I just spoke with a YMCA coach and she told me that the girls actually USE their head when learning to do a (backwards somersault) they start on a ball on their back and bring their hands over their head to a mat then place their head on the mat then bring their feet over. I was concerned because my daughter pulled her neck when she was taught to do this and now the lady is telling me that putting weight on the top of the head is how it’s done? I would think that the hands should hold the most weight?

This is actually an excellent question. And you are correct that their hands should hold the most weight off their head and neck for safety. The danger and concern here is not rolling on the head, but on putting too much weight on the neck. Gymnastics coaches must always be hyper aware of any potential for injury, especially in relation to the neck and back.

Backward Roll Safety

Beginner gymnasts actually do often use their head (and neck) as the primary support structure when doing backward rolls. But they do it because they are either too weak, too inexperienced, not well enough prepared, not well enough coached or training out of safe progression. The ideal for doing backward rolls would be to hold the entire body weight off the head and neck with the hands. This ensures no possibility of any type of neck injury.

Correct technique for backward roll

Correct technique for backward roll

Coach for Total Safety, Not Risk Percentages

While the vast majority of average children are never injured when they do roll directly over their heads, it is not a particularly safe assumption to allow beginner and untrained children to roll their full body weight onto their head and neck without a coach spotting them to ensure their safety. Especially with so many children now suffering from overweight/obesity problems (which would place more weight on the neck) at younger and younger ages, back rolls are a potential situation just waiting for an neck accident to happen.

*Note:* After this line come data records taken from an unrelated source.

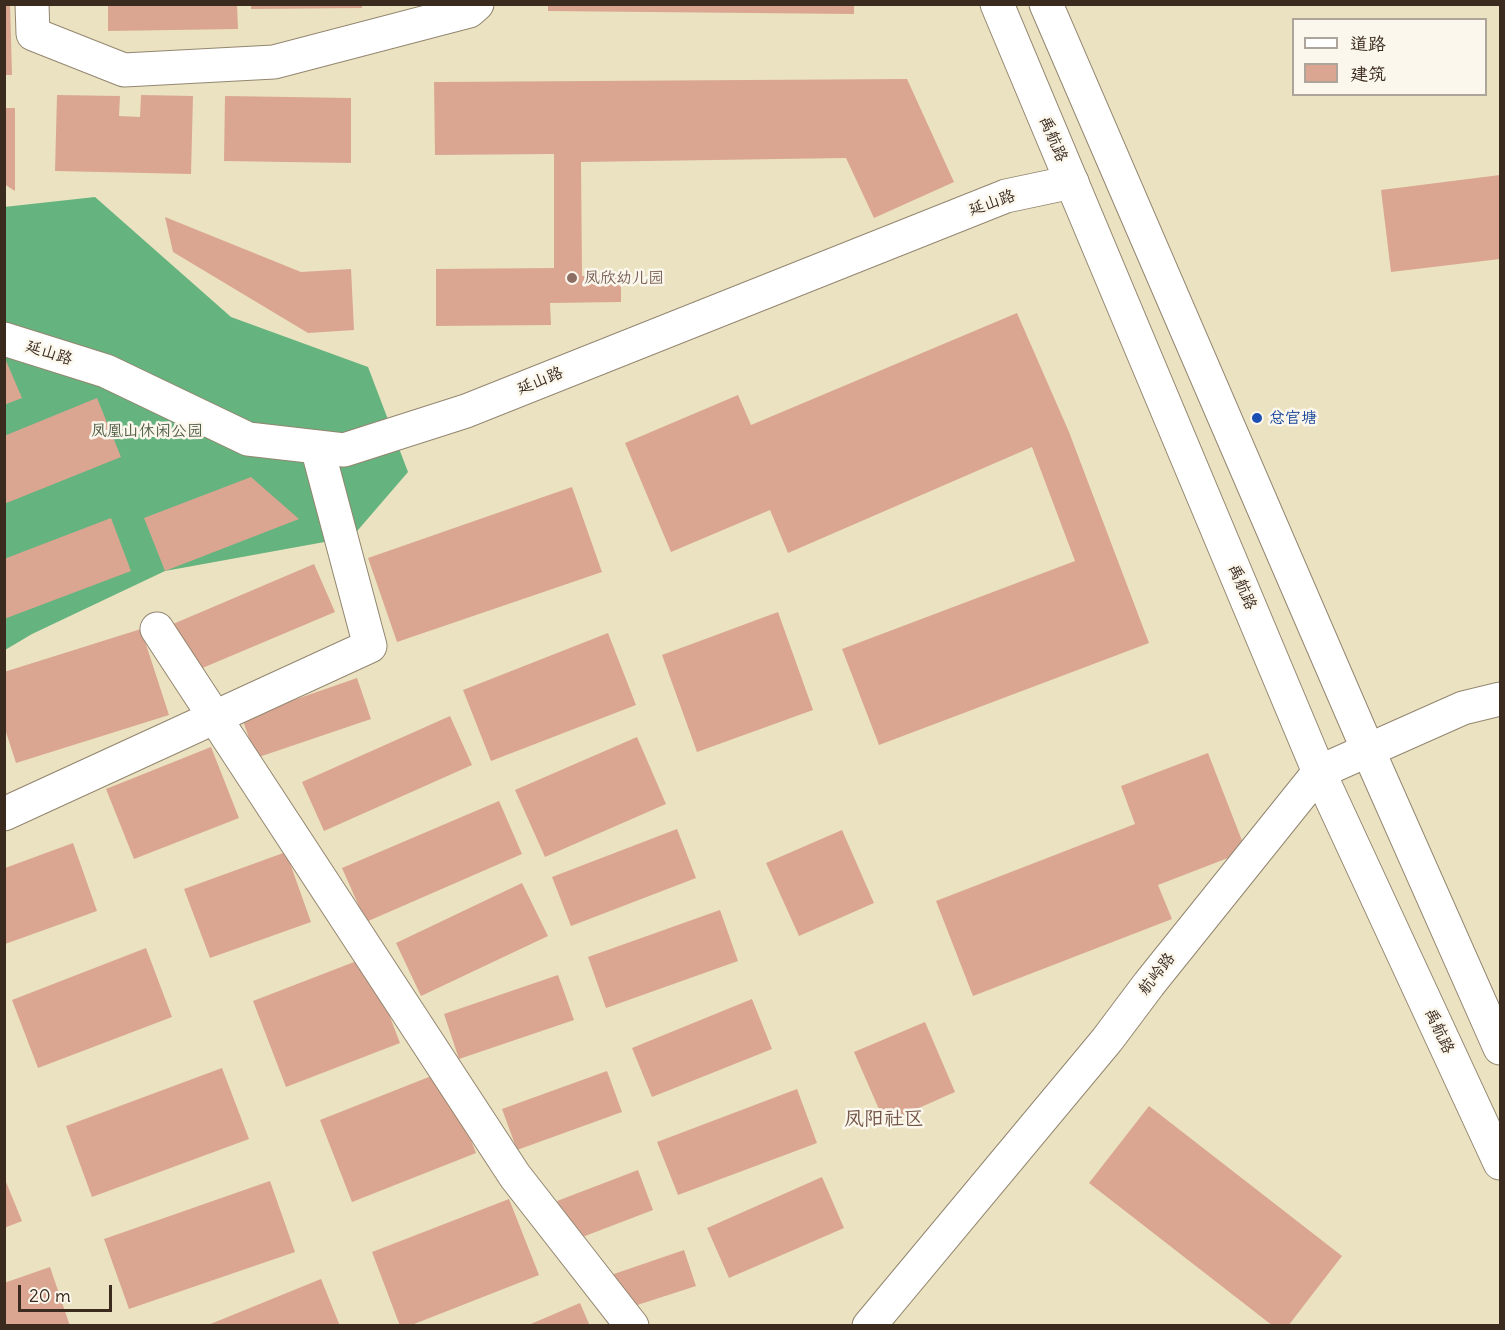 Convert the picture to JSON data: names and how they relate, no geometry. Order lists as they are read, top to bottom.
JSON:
{
  "streets": {
    "street": ["禹航路", "延山路", "航岭路"]
  },
  "crossings": [
    ["禹航路", "延山路"],
    ["禹航路", "航岭路"]
  ],
  "districts": ["凤阳社区"],
  "parks": ["凤凰山休闲公园"],
  "places": ["凤欣幼儿园", "总官塘"],
  "legend": ["道路", "建筑"],
  "scale_bar": "20 m"
}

Poor Technique Decreases Backward Roll Safety

Back Roll Spot
Many young and beginner gymnast only use one hand when they do backward rolls, which means both that they are not likely to be able to hold their weight off their neck with just one hand, but means they will possibly go crooked putting weight to the side of their neck instead of right over the top. This could be even more dangerous.

Safety Solutions

There are a number of solutions/progressions to overcome the safety problem. If the coach spots the gymnast, they are able to keep too much weight from being placed on the neck. Spotting until the gymnast can correctly use their hands to keep weight off their neck is the safest solution to the problem. most There are certain equipment set-ups involving things like pits and soft mat hills that can make doing backward rolls safer, but likely nothing is safer that a coach safely spotting the skill.

Either Spot or Use Safest Progresssion

Keeping a perspective, it is relatively unlikely that your child or even 2% of children will be injured doing backward rolls on a soft mat surface, but truly professional coaches would either wait to do backward rolls until the child’s neck and arms definitely strong enough and the have the proper technique of using their hands control their body weight off their neck or spot the skill until that time.

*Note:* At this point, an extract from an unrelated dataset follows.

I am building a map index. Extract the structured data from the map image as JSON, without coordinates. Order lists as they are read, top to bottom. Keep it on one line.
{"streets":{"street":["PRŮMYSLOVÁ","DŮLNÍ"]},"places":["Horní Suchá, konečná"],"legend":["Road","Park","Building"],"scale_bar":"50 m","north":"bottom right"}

Zero Tolerance, No-Excuse Coaching

And while the head and neck will likely touch the mat when doing backward rolls, it would be incorrect to say that the preferred method to do this skill is to just roll over the head and neck without supporting the majority of the body weight on the hands. The coaches here are likely either just rationalizing their behavior, are ignoring the potential for injury (even if the likelihood is not large) or do not know the proper method of doing the skill.